In its own coverage of the disruptions in contraceptive supplies Nyasa Times notes that the latest demographic and health survey puts the current demand for family planning at an all-time high of 78 percent.

Experts in the capital Lilongwe say it could take months before the flooded warehouses at the Mozambican port are cleared and delivery routes reopened for truckers.

Edith Kambalame is Deputy Editor of the Blantyre-based Nation newspaper which is following government efforts to deal with the crisis.

She claims that the packets of contraceptives stuck in the Mozambican port of Beira are the most popular among women in Malawi which is a short active methods as opposed to long active ones like the loop or the condom which most women especially married women don’t like to use.

Madonna dans une école primaire du Malawi, le 2 avril 2013.
Madonna dans une école primaire du Malawi, le 2 avril 2013. Reuters

Looming baby boom

What the disruptions in supplies means to these women, she says, is that they will not have access to their preferred method of contraception which could lead Malawi to a baby boom at a moment the country of 119,000 square kms is struggling to control the growth of its population.

The population of the small land-locked nation of 19.5 inhabitants leaped by one million over the last year, according to Malawi’s National Statistical Office.

Up to 59 percent of married women use family planning methods with 58 percent of them using modern methods and one percent traditional methods.

The Principal Secretary in the Ministry of Health Dan Namarika is quoted by press as saying that they are exploring internal arrangements to redistribute stocks that are available in some facilities.

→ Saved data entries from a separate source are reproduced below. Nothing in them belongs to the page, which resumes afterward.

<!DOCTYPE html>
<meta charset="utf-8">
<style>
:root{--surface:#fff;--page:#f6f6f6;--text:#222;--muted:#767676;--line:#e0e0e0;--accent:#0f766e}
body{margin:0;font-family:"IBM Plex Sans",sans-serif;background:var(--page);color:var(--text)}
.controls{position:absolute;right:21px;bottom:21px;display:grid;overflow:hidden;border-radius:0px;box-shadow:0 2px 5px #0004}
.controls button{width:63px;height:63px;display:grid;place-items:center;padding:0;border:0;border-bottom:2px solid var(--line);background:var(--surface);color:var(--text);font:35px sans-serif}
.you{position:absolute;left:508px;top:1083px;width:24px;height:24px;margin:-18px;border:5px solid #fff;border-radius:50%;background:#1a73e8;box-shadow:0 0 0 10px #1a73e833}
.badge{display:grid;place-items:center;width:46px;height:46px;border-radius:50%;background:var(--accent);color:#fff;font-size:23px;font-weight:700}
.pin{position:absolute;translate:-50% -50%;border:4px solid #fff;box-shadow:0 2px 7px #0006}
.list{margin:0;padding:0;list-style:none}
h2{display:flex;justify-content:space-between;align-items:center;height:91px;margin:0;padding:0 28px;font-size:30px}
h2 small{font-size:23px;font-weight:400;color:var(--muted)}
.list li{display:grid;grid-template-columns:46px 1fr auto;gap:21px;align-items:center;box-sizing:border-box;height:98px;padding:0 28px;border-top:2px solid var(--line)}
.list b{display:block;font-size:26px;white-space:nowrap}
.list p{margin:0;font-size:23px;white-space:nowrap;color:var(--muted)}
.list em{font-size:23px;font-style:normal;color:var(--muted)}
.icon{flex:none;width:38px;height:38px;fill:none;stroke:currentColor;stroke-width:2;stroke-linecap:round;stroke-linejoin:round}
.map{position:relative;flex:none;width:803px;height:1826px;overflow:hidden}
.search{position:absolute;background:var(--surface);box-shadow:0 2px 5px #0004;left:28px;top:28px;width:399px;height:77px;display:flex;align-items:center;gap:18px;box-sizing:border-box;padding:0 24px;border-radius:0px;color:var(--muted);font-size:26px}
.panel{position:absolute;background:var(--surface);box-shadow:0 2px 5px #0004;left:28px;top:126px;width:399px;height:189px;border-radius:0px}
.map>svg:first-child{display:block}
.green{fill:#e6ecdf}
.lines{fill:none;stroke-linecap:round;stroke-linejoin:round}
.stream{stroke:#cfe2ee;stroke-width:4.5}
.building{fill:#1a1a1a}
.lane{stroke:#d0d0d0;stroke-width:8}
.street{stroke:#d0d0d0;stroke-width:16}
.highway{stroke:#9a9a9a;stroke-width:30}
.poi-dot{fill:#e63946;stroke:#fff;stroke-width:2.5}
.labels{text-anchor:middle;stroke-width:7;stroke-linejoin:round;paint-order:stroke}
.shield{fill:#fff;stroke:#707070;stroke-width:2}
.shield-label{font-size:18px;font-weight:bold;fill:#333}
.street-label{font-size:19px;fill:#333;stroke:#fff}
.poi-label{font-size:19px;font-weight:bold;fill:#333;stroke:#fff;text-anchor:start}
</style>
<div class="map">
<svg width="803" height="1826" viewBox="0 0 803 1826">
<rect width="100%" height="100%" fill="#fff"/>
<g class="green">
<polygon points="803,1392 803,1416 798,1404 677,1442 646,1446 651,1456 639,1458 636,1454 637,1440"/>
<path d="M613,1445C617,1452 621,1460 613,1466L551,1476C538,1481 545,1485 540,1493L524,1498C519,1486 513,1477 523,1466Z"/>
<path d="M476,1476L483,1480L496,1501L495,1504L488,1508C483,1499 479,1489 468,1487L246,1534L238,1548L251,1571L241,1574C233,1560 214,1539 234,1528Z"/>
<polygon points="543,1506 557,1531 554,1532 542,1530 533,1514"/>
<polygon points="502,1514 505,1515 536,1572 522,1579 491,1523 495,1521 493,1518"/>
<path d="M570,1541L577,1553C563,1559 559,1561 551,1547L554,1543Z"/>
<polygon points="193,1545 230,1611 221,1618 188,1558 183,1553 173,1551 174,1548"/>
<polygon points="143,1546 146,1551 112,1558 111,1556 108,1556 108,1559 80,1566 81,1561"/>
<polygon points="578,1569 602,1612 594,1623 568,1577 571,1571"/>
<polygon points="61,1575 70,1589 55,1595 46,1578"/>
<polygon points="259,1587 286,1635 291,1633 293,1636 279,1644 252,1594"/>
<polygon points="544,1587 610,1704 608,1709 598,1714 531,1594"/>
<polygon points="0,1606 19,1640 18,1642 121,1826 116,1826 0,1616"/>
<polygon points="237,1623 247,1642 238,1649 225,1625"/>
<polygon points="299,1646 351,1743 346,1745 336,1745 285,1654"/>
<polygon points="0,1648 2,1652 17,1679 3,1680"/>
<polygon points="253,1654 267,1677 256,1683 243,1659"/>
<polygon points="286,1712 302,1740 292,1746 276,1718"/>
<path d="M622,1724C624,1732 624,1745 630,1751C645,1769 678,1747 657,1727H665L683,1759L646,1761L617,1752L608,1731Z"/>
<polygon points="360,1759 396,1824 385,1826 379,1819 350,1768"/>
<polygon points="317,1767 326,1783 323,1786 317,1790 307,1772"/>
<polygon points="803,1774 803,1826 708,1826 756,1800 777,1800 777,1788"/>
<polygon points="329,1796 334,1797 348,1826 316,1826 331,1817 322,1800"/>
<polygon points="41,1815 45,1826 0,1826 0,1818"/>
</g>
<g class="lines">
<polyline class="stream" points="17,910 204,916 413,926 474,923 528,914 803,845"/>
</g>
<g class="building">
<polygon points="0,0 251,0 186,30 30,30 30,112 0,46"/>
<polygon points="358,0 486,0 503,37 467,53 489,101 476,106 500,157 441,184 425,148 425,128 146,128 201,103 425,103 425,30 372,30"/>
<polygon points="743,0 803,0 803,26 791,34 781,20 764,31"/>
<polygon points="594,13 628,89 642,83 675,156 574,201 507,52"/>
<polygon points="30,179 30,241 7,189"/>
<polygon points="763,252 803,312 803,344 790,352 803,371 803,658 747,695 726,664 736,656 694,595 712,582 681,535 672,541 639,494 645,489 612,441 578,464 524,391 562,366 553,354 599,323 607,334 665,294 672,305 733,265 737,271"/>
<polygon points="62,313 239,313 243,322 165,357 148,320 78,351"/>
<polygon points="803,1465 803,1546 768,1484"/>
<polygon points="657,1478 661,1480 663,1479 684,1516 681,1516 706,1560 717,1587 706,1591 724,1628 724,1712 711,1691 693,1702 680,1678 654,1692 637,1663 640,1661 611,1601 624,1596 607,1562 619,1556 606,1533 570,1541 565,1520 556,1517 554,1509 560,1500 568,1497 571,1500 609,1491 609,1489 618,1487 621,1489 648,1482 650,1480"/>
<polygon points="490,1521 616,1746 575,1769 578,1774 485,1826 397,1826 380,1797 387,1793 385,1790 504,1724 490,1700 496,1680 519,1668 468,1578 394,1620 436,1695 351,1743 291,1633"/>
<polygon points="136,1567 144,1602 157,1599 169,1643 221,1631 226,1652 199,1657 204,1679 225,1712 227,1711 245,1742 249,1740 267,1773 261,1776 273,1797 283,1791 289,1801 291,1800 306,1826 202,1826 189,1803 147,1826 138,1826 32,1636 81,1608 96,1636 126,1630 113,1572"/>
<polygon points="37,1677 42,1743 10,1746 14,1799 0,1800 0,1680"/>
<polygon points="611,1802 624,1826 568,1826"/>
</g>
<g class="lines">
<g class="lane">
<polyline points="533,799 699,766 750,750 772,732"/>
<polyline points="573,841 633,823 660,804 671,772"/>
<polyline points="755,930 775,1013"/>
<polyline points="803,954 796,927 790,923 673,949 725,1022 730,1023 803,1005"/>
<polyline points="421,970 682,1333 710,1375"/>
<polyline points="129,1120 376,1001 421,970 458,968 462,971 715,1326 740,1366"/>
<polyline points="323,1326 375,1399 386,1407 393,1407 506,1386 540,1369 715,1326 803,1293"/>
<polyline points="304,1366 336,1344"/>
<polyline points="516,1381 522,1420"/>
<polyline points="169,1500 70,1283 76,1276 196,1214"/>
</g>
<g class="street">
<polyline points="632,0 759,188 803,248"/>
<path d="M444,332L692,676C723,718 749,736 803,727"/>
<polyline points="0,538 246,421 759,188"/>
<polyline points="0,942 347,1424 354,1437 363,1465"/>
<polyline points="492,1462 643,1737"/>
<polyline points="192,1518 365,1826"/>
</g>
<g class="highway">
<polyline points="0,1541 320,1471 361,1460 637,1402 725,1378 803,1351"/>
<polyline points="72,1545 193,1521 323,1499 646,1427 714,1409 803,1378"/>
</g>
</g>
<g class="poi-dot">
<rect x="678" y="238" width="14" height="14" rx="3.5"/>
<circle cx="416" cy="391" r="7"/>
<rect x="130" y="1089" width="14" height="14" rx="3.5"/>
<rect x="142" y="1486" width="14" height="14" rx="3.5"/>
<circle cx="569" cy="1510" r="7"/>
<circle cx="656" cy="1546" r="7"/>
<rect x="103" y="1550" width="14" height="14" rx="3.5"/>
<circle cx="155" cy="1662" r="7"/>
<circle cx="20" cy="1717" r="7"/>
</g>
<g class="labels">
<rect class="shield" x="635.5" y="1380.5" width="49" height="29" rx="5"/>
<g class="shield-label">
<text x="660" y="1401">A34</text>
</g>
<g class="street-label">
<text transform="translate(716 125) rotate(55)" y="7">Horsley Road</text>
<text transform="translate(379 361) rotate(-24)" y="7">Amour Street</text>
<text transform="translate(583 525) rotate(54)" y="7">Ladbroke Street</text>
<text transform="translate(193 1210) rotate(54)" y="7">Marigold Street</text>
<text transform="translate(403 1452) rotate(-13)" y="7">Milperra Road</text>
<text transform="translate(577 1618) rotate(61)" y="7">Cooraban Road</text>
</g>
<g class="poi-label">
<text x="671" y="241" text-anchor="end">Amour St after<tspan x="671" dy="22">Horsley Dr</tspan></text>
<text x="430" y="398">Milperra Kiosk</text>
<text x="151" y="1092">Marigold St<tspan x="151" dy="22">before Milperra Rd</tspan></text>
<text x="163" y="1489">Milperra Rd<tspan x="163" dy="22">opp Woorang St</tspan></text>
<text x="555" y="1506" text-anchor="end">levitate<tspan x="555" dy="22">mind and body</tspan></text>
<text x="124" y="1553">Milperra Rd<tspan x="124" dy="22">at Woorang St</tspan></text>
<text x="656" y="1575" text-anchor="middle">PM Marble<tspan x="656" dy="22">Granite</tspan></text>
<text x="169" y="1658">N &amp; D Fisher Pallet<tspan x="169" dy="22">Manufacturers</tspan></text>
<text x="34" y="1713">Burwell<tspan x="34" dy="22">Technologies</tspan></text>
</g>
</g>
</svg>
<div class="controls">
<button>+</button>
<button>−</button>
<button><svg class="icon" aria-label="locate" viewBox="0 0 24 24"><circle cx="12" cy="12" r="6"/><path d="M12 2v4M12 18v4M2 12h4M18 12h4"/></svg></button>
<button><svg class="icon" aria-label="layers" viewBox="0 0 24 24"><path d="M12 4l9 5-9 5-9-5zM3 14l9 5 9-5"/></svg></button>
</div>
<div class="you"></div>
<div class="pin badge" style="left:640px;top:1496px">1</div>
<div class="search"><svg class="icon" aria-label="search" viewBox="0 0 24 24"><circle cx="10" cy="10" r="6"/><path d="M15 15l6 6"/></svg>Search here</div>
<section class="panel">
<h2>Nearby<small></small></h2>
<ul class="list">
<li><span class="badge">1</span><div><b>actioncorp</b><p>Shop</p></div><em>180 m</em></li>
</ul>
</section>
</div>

Meanwhile, the Nation’s Edith Kambalame expects 85 percent of Malawi’s population living in rural areas where family planning is limited and where the rate of unwanted pregnancies is very high to be the affected by the penury. “People in the towns can go to the pharmacies where they can access the products”, she argued.

Unwanted pregnancies

She also claims that while nobody knows when the supplies stuck in Beira will reach Malawi, the period in-between is crucial and could lead to irreversible consequences such as all the country’s women getting “unplanned pregnancies”.

Kabalame also warns about the looming danger of more out-clinic abortions in a country where the practice is illegal, aggravating Malawi’s maternal mortality rate estimated at 634 deaths/100,000 live births, according to an IndexMundi study carried out in 2015..

Children for fat dowries

“Most people prefer these “injectables”, some because they can do it without the knowledge of the husbands, especially those in patriarchal societies where men pay a dowry to marry a woman.

She explained: “Some people charged to give ten cows just turn around and say: “oh!, because I gave ten cows to have you as my wife,  you should also give me ten children”. 

According to Kambalame, contraception has become popular among Malawi’s women either because “some are not ready to have so many children, because it may be too taxing for their bodies, or because they want to engage in some economic activities”.